Только изредка, раза два в год, приезжали сюда и барыня с барышней, но как бы в гости…
Для них устраивались «садки». Выпускали на луг саженых волков, зайцев и лисиц и травили их. Но ни Сусанна, ни Дарьюшка не любили этой забавы.
Впрочем, и Басанов сам не был, собственно, охотником в душе. Если бы не приятели и пребывание в охотном доме с кутежами, картами и попойками, то он бы, конечно, и ружья в руки не брал. Охота была, собственно, предлогом. Но было, однако, одно, что молодой Басанов действительно любил, так как оно было связано с некоторого рода волнением и, пожалуй, даже опасностью: он любил охоту на медведя.
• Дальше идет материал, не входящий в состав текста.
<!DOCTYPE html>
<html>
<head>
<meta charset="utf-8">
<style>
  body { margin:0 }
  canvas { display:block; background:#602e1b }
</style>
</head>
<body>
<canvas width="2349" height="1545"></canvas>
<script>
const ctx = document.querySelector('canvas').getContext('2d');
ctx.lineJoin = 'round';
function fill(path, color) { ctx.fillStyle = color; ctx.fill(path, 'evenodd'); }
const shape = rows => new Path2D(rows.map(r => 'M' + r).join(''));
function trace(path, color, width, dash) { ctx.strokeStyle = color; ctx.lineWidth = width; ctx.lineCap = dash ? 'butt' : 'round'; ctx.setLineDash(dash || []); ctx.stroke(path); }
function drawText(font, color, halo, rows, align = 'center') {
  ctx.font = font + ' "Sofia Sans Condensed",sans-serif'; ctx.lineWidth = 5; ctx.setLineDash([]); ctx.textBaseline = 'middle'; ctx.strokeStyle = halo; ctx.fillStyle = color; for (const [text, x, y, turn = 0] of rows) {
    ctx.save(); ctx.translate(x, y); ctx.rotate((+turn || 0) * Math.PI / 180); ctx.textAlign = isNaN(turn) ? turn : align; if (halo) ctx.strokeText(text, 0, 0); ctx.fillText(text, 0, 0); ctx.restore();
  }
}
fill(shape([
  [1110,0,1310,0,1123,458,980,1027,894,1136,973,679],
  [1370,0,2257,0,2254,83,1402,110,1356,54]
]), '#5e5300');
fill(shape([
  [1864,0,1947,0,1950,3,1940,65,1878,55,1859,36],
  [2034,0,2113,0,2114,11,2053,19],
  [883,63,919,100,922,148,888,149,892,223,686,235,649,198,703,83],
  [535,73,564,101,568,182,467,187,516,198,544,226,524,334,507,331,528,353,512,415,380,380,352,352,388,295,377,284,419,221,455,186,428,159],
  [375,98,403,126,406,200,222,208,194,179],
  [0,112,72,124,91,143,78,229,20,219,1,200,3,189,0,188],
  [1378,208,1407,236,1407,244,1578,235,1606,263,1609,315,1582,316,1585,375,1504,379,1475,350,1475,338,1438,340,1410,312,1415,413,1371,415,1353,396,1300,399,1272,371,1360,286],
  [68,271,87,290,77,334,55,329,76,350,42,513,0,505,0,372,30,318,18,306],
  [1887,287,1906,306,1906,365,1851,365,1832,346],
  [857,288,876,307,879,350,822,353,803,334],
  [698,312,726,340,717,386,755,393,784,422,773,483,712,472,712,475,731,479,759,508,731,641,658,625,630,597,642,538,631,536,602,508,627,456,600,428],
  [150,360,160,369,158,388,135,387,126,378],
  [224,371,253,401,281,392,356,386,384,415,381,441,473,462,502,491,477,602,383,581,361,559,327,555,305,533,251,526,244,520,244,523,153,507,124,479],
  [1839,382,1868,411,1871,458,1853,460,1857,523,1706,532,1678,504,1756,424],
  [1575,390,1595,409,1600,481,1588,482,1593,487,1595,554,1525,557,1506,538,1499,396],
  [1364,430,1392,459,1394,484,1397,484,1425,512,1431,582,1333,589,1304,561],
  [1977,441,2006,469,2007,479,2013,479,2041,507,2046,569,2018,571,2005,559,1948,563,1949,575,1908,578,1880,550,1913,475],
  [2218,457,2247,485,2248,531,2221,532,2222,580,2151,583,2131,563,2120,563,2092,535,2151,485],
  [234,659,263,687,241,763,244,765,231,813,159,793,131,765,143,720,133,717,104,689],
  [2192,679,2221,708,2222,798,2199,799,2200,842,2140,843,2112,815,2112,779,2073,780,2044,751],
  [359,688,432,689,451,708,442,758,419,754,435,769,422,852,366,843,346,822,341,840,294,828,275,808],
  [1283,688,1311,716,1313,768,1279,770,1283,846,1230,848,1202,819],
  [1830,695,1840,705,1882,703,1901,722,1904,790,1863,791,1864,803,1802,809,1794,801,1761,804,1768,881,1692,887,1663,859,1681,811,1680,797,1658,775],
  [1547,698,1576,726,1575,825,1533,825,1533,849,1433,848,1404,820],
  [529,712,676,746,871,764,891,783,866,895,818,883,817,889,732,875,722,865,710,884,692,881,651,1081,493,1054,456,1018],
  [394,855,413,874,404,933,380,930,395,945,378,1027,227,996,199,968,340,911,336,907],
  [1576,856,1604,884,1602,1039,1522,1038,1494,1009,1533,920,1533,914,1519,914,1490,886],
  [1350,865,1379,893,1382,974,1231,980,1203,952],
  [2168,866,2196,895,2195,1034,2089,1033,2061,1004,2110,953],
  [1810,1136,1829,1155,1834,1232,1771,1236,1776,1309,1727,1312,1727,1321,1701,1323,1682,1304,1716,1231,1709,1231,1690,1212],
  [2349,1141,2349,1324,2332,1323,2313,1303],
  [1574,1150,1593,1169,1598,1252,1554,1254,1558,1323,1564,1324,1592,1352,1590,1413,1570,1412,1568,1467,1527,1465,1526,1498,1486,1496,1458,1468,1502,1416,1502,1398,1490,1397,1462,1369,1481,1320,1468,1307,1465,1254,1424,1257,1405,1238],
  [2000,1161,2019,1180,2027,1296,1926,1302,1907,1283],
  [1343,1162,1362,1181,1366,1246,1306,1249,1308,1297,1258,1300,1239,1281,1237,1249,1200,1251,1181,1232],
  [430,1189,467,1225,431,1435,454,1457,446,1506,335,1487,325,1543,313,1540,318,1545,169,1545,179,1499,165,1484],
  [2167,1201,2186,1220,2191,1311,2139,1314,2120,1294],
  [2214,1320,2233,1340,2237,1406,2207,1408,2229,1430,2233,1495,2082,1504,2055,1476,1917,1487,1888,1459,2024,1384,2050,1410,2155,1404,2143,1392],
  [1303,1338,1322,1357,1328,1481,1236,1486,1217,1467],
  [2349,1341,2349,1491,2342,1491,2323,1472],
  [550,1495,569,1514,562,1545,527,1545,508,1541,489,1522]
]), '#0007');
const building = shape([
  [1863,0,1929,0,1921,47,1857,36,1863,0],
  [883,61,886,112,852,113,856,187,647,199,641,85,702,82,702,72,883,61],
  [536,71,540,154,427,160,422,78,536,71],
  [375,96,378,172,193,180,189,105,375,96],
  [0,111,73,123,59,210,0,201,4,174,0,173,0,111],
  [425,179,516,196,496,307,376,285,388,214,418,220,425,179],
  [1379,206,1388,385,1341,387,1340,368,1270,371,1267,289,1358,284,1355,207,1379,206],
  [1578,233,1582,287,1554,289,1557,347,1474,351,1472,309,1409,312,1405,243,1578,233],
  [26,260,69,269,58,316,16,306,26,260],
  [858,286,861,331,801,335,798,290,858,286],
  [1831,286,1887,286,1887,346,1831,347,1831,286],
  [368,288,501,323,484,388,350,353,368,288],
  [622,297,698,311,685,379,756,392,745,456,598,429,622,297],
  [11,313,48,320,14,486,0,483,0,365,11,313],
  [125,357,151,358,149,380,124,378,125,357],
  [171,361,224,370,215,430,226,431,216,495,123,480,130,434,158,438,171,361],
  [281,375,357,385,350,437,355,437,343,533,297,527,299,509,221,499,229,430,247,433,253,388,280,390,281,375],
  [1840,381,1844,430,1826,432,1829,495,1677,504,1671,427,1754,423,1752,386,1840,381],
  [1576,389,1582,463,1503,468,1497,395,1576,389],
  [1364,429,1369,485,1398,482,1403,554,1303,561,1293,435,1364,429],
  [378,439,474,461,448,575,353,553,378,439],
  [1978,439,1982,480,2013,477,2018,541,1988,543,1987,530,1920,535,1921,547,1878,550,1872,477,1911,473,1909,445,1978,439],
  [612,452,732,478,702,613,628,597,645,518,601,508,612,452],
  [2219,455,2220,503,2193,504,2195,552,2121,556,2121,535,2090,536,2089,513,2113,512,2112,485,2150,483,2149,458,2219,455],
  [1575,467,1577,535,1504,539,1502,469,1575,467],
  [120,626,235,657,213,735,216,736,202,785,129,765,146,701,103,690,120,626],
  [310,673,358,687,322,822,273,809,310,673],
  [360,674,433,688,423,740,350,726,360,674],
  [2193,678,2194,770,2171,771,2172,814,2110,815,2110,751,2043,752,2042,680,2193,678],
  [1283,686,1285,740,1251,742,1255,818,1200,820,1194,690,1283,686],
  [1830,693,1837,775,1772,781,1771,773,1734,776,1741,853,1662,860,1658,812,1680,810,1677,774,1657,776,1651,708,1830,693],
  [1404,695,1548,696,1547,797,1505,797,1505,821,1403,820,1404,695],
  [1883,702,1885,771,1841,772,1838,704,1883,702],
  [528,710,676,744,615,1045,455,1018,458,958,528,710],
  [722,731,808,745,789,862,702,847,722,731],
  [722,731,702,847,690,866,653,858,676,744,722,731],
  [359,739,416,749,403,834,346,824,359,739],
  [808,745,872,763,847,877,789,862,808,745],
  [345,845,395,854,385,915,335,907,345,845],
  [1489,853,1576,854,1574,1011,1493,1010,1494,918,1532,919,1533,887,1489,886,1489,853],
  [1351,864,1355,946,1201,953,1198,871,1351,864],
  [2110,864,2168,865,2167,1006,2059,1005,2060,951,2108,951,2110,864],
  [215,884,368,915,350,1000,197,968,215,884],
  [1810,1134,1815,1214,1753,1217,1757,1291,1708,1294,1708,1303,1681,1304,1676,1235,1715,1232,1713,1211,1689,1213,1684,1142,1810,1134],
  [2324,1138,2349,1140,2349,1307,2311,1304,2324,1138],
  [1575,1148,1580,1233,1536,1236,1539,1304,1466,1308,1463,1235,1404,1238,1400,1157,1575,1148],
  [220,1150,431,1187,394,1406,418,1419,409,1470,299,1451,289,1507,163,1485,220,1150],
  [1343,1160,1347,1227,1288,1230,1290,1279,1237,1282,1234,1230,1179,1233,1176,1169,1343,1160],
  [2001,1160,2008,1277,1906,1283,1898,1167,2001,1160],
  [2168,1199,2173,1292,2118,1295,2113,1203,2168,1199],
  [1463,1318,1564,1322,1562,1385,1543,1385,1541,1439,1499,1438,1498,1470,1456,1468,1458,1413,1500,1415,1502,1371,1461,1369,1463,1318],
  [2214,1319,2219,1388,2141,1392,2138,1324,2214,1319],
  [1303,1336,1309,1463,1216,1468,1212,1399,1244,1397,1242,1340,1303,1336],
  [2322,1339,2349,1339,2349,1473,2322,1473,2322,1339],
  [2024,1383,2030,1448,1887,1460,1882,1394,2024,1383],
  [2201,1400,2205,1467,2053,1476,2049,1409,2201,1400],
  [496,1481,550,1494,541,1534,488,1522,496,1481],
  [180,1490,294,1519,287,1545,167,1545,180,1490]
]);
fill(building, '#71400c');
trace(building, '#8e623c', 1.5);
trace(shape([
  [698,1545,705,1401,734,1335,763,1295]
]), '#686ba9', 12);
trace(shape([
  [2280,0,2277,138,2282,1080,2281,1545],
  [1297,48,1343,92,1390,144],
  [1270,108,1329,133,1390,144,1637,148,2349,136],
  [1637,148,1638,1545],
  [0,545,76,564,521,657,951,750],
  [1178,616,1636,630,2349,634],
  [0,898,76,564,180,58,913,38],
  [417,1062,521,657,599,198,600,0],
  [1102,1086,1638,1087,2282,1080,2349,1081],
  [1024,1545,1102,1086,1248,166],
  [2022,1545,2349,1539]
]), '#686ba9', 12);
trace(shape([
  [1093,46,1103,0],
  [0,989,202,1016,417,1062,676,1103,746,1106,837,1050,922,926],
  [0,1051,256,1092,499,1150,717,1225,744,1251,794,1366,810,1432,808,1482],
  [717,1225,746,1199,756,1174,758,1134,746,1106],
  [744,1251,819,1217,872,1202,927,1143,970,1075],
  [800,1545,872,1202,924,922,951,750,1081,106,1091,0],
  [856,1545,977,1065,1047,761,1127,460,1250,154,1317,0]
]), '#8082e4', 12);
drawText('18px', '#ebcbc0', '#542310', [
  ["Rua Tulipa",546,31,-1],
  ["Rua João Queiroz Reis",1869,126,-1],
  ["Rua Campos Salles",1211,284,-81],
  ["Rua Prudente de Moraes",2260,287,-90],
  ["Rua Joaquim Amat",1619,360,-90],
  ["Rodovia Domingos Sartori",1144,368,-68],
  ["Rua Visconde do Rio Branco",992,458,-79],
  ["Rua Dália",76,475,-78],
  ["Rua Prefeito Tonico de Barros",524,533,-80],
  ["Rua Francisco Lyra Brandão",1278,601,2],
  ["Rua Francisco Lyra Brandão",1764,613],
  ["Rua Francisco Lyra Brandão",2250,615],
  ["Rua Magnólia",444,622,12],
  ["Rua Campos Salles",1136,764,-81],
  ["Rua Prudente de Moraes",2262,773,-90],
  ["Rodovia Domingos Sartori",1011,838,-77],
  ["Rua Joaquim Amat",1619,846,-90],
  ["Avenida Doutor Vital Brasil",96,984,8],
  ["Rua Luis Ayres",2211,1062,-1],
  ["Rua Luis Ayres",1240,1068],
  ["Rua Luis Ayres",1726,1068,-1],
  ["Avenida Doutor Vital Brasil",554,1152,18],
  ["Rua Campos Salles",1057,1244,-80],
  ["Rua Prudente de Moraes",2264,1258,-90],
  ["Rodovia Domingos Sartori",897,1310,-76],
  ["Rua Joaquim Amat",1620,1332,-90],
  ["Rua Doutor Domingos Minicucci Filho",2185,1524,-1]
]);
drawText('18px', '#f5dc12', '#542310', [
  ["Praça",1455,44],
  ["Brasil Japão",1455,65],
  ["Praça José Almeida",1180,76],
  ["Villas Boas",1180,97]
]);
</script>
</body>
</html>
Медведей, конечно, в окружающих лесах было много, но странствовать в страшной дремучине и чаще леса, которая около Высоксы называлась даже особым именем «стеной», как бы в подтверждение или определение страшной чащи, – было мудрено и скучно.
Углубляться в лес, «стену», делая часа в четыре времени не более версты, чтобы увидеть медведя, мелькнувшего и исчезнувшего, могли только заправские охотники. А таковых было много. Они сделали из охоты промысел, довольно выгодный, так как, помимо губернии, сам молодой барин платил по три рубля за всякую медвежью шкуру. Подобного рода обыкновенная охота для веселой компании прихлебателей молодого богача, конечно, была не по душе. Поэтому барину подготовляли охоту, выслеживали медведя не только зимой в берлогах, но и летом. Дмитрий Андреевич отправлялся всегда наверняка зная вперед, что приедет с полем.
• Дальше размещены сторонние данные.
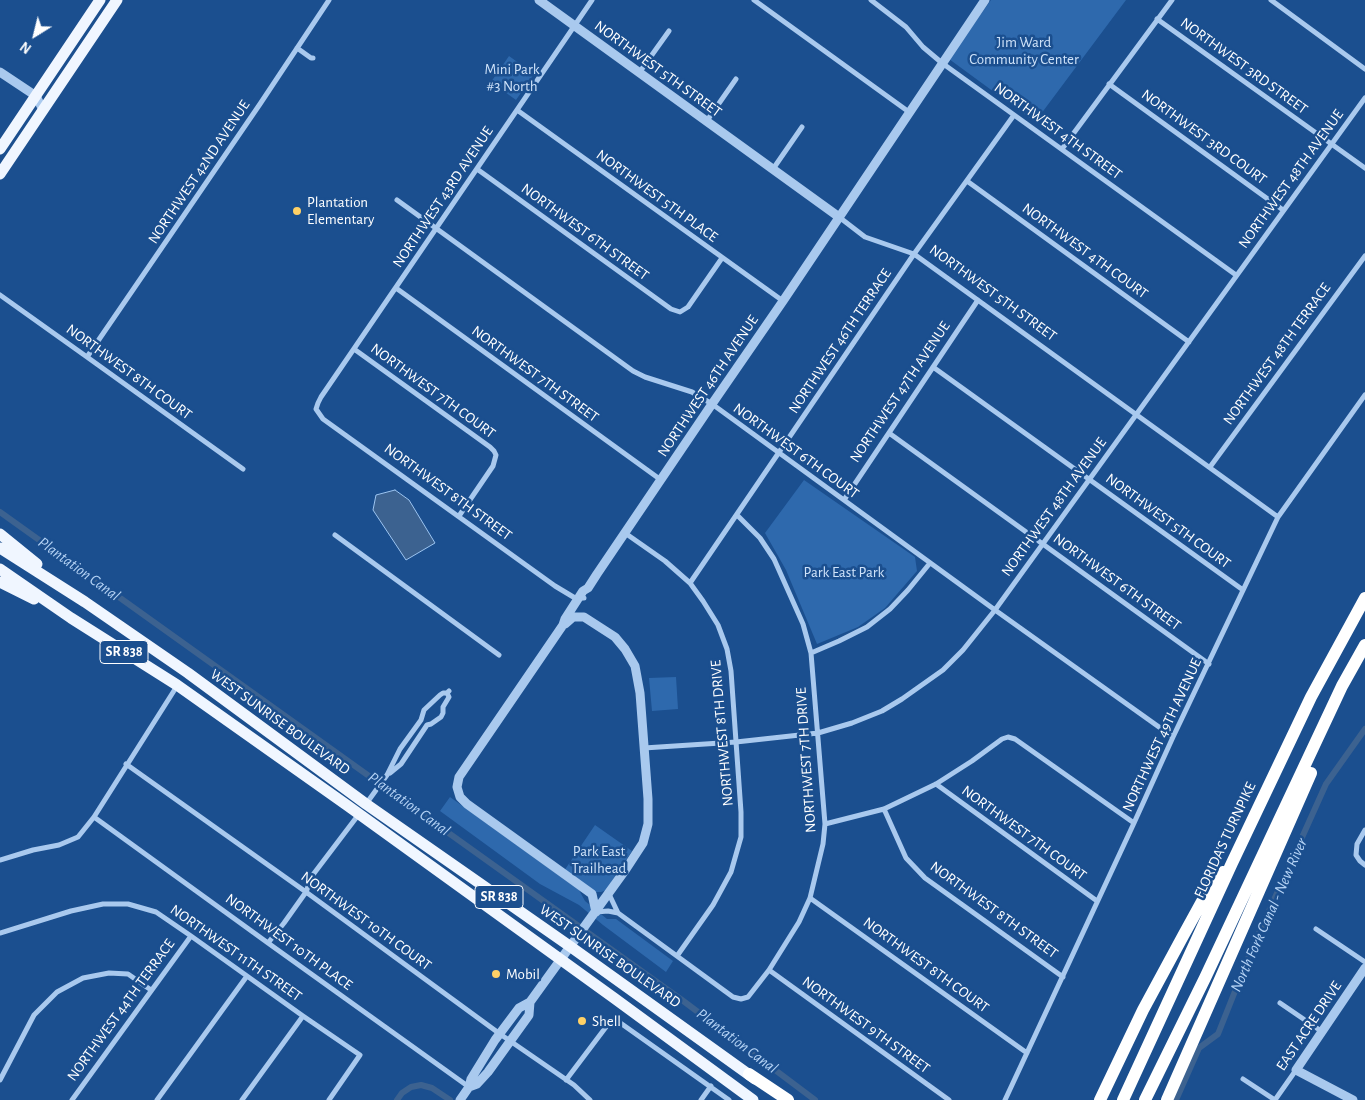 <!DOCTYPE html>
<style>
body{margin:0}
#map{position:relative;width:1365px;height:1100px;overflow:hidden;background:#1b4f8f;font-family:"Alegreya Sans",sans-serif}
canvas{display:block}
.north{position:absolute;left:10px;top:10px;width:50px;height:50px;-webkit-text-stroke:4px #1b4f8f;paint-order:stroke;rotate:216deg;font-size:14px;font-weight:700;line-height:20px;text-align:center;color:#fff}
.north::after{content:'';display:block;margin:auto;width:18px;height:22px;background:#fff;clip-path:polygon(50% 0,100% 100%,50% 72%,0 100%)}
</style>
<div id="map">
<canvas width="1365" height="1100"></canvas>
<div class="north">N</div>
</div>
<script>
const g = document.querySelector('canvas').getContext('2d');
g.lineJoin = 'round';
function fillPath(path, color) {
  g.fillStyle = color;
  g.fill(path, 'evenodd');
}
function poly(rows) {
  const path = new Path2D();
  for (const r of rows) {
    path.moveTo(r[0], r[1]);
    for (let i = 2; i < r.length; i += 2) path.lineTo(r[i], r[i + 1]);
  }
  return path;
}
function strokePath(path, color, width, dash) {
  g.strokeStyle = color;
  g.lineWidth = width;
  g.lineCap = dash ? 'butt' : 'round';
  g.setLineDash(dash || []);
  g.stroke(path);
}
function drawText(font, color, halo, rows, align = 'center') {
  g.font = font + ' "Alegreya Sans",sans-serif';
  g.lineWidth = 5;
  g.setLineDash([]);
  g.textBaseline = 'middle';
  g.strokeStyle = halo;
  g.fillStyle = color;
  for (const [text, x, y, turn = 0] of rows) {
    g.save();
    g.translate(x, y);
    g.rotate((+turn || 0) * Math.PI / 180);
    g.textAlign = isNaN(turn) ? turn : align;
    if (halo) g.strokeText(text, 0, 0);
    g.fillText(text, 0, 0);
    g.restore();
  }
}
fillPath(poly([
 [991,0,1126,0,1035,122,949,59],
 [509,56,534,74,516,100,491,82],
 [804,480,915,557,917,571,885,608,858,627,817,644,786,570,765,533],
 [676,677,678,709,652,711,649,678],
 [450,797,579,890,585,901,607,919,616,919,673,961,666,972,603,925,579,905,540,884,440,811],
 [595,825,632,851,611,882,613,888,601,892,594,892,564,871]
]), '#2e69ad');
const water = poly([
 [395,490,409,500,435,543,406,560,373,510,376,495,395,490]
]);
fillPath(water, '#3c6290');
strokePath(water, '#9cc4f0', 1);
strokePath(poly([
 [0,512,682,1000,815,1100],
 [397,1100,402,1093,411,1087,421,1085,432,1088,450,1100],
 [1176,1100,1199,1048,1218,1034,1251,951,1326,784,1365,729]
]), '#3c6290', 6);
strokePath(poly([
 [754,0,909,112],
 [871,0,906,27,923,47,942,63,1236,275],
 [1271,0,1365,69],
 [1157,19,1365,168],
 [297,48,311,58,313,58],
 [639,73,669,31],
 [1109,84,1283,210],
 [517,110,783,301],
 [706,122,736,79],
 [1062,149,1172,0],
 [477,169,671,309,680,312,688,307,722,258],
 [773,169,802,127],
 [967,181,1189,342],
 [397,200,633,371,645,377,692,392,712,404,995,610,1173,737],
 [839,217,865,237,914,254,1278,517],
 [396,288,661,480],
 [0,295,87,357,243,469],
 [354,349,490,447,494,451,496,455,493,466,459,516],
 [87,357,260,104,329,0],
 [933,367,1243,590],
 [889,433,1209,664],
 [1210,467,1365,256],
 [844,500,978,300],
 [625,533,665,561,690,583,703,601,718,625,727,649,731,671,741,812,741,837,731,872,713,905,677,956],
 [335,535,499,655],
 [690,583,914,254,1014,115],
 [584,598,575,598,555,586,323,419,316,409,318,403,321,397,592,0],
 [811,653,839,641,867,627,890,609,908,590,930,563],
 [644,748,736,742,818,733,852,723,882,711,902,699,943,670,963,650,995,610,1365,98],
 [126,764,306,892,500,1034,574,1085,590,1100],
 [390,773,401,764,427,725,431,724,441,717,443,713,443,707,449,697,447,693],
 [936,784,1097,901],
 [366,804,387,775,400,749,421,720,424,710,440,695,443,693,447,693,449,691],
 [884,809,906,858,925,878,1063,977],
 [94,817,268,943,469,1087],
 [825,824,884,809,936,784,972,761,1002,739,1008,737,1015,739,1134,823],
 [1365,830,1357,844,1356,855,1360,861,1365,865],
 [0,860,33,850,59,845,78,837,94,817,177,686],
 [609,894,618,913,733,997,741,999,748,997,769,970,799,922,810,898,823,844,825,824,811,653,803,624,774,559,760,538,737,515],
 [810,898,1027,1053],
 [596,912,608,911,618,913],
 [1316,929,1365,962],
 [0,933,71,911,103,904,128,904,156,912,191,936,303,1016,360,1055,329,1100],
 [268,943,284,923,306,892,312,876,359,814],
 [769,970,949,1100],
 [1280,1003,1321,1031],
 [1243,1079,1275,1100],
 [0,1080,34,1015,57,992,83,978,109,973,128,974,151,990],
 [566,1080,609,1023,616,1021,619,1022,729,1100],
 [72,1100,191,936],
 [157,1100,247,976],
 [242,1100,303,1016],
 [701,1100,711,1086],
 [1005,1100,1134,823,1173,737,1278,517,1365,395],
 [1275,1100,1296,1070]
]), '#a9c9ee', 5);
strokePath(poly([
 [539,0,839,217],
 [0,72,36,96,43,110],
 [596,912,592,894,467,804,460,797,457,787,459,777,563,625,565,619,583,591,588,588,597,574,712,404,783,301,985,0],
 [469,1087,477,1084,488,1072,529,1015,530,1002],
 [460,1100,469,1087,471,1079,495,1040,519,1008,530,1002,626,869,643,843,648,824,648,799,640,693,635,666,625,649,615,637,584,617,573,617,565,624],
 [1353,1100,1296,1070,1365,968]
]), '#a9c9ee', 9);
strokePath(poly([
 [0,149,100,0],
 [0,174,117,0],
 [0,534,37,564],
 [0,548,85,602,188,673,366,804,571,947,755,1079],
 [0,569,71,618,177,685,348,806,614,998,753,1100],
 [0,582,34,599]
]), '#f0f6ff', 11);
strokePath(poly([
 [749,1074,788,1100],
 [1100,1100,1143,1010,1183,936,1210,887,1223,872],
 [1123,1100,1232,863,1311,697,1365,598],
 [1145,1100,1205,978,1342,686,1365,645],
 [1167,1100,1311,773]
]), '#fff', 12);
for (const [x, y, r, color] of [
 [297,211,5,"#ffd166"],
 [496,974,5,"#ffd166"],
 [582,1021,5,"#ffd166"]
]) {
  const dot = new Path2D();
  dot.arc(x, y, r, 0, 2 * Math.PI);
  g.fillStyle = color;
  g.fill(dot);
  strokePath(dot, '#1b4f8f', 2);
}
for (const [x, y, w] of [
 [124,652,48],
 [499,897,48]
]) {
  const box = new Path2D();
  box.roundRect(x - w / 2, y - 11.5, w, 23, 4);
  g.fillStyle = '#1b4f8f';
  g.fill(box);
  strokePath(box, '#fff', 1);
}
drawText('bold 14px', '#fff', null, [
 ["SR 838",124,652],
 ["SR 838",499,897]
]);
drawText('15px', '#cfe3fa', '#1b4f8f', [
 ["Jim Ward",1024,42],
 ["Community Center",1024,59],
 ["Mini Park",512,69],
 ["#3 North",512,86],
 ["Park East Park",844,572],
 ["Park East",599,851],
 ["Trailhead",599,868]
]);
drawText('15px', '#fff', '#1b4f8f', [
 ["NORTHWEST 3RD STREET",1244,66,36],
 ["NORTHWEST 5TH STREET",658,69,36],
 ["NORTHWEST 4TH STREET",1058,131,36],
 ["NORTHWEST 3RD COURT",1204,137,36],
 ["NORTHWEST 42ND AVENUE",199,172,-56],
 ["NORTHWEST 48TH AVENUE",1291,179,-54],
 ["NORTHWEST 5TH PLACE",657,196,36],
 ["NORTHWEST 43RD AVENUE",443,197,-56],
 ["NORTHWEST 6TH STREET",585,232,36],
 ["NORTHWEST 4TH COURT",1085,251,36],
 ["NORTHWEST 5TH STREET",993,293,36],
 ["NORTHWEST 46TH TERRACE",840,341,-56],
 ["NORTHWEST 48TH TERRACE",1277,354,-54],
 ["NORTHWEST 8TH COURT",129,372,36],
 ["NORTHWEST 7TH STREET",535,374,36],
 ["NORTHWEST 46TH AVENUE",708,386,-56],
 ["NORTHWEST 7TH COURT",433,391,36],
 ["NORTHWEST 47TH AVENUE",900,392,-56],
 ["NORTHWEST 6TH COURT",796,451,36],
 ["NORTHWEST 8TH STREET",448,492,36],
 ["NORTHWEST 48TH AVENUE",1054,507,-54],
 ["NORTHWEST 5TH COURT",1168,521,36],
 ["NORTHWEST 6TH STREET",1117,582,36],
 ["WEST SUNRISE BOULEVARD",280,722,36],
 ["NORTHWEST 8TH DRIVE",722,733,-95],
 ["NORTHWEST 49TH AVENUE",1162,735,-65],
 ["NORTHWEST 7TH DRIVE",806,760,-94],
 ["NORTHWEST 7TH COURT",1024,833,36],
 ["FLORIDA'S TURNPIKE",1225,840,-65],
 ["NORTHWEST 8TH STREET",994,910,36],
 ["NORTHWEST 10TH COURT",366,921,36],
 ["NORTHWEST 10TH PLACE",289,942,36],
 ["NORTHWEST 11TH STREET",236,953,35],
 ["WEST SUNRISE BOULEVARD",610,956,35],
 ["NORTHWEST 8TH COURT",926,965,36],
 ["NORTHWEST 44TH TERRACE",121,1010,-54],
 ["NORTHWEST 9TH STREET",866,1025,36],
 ["EAST ACRE DRIVE",1309,1026,-56]
]);
drawText('15px', '#fff', '#1b4f8f', [
 ["Plantation",307,202],
 ["Elementary",307,219],
 ["Mobil",506,974],
 ["Shell",592,1021]
], 'left');
drawText('italic 16px', '#b5d3f5', '#1b4f8f', [
 ["Plantation Canal",79,569,36],
 ["Plantation Canal",409,804,36],
 ["North Fork Canal - New River",1269,915,-66],
 ["Plantation Canal",737,1041,37]
]);
</script>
Однажды заведующий охотой доложил барину, что как раз невдалеке от охотного дома, верстах в двух, выследили огромную медведицу с тремя медвежатами. Басанов был очень рад, так как прошло уже месяца три, что он не ходил на медведя.
Тотчас же начались сборы, а через два дня веселая компания была в охотном доме.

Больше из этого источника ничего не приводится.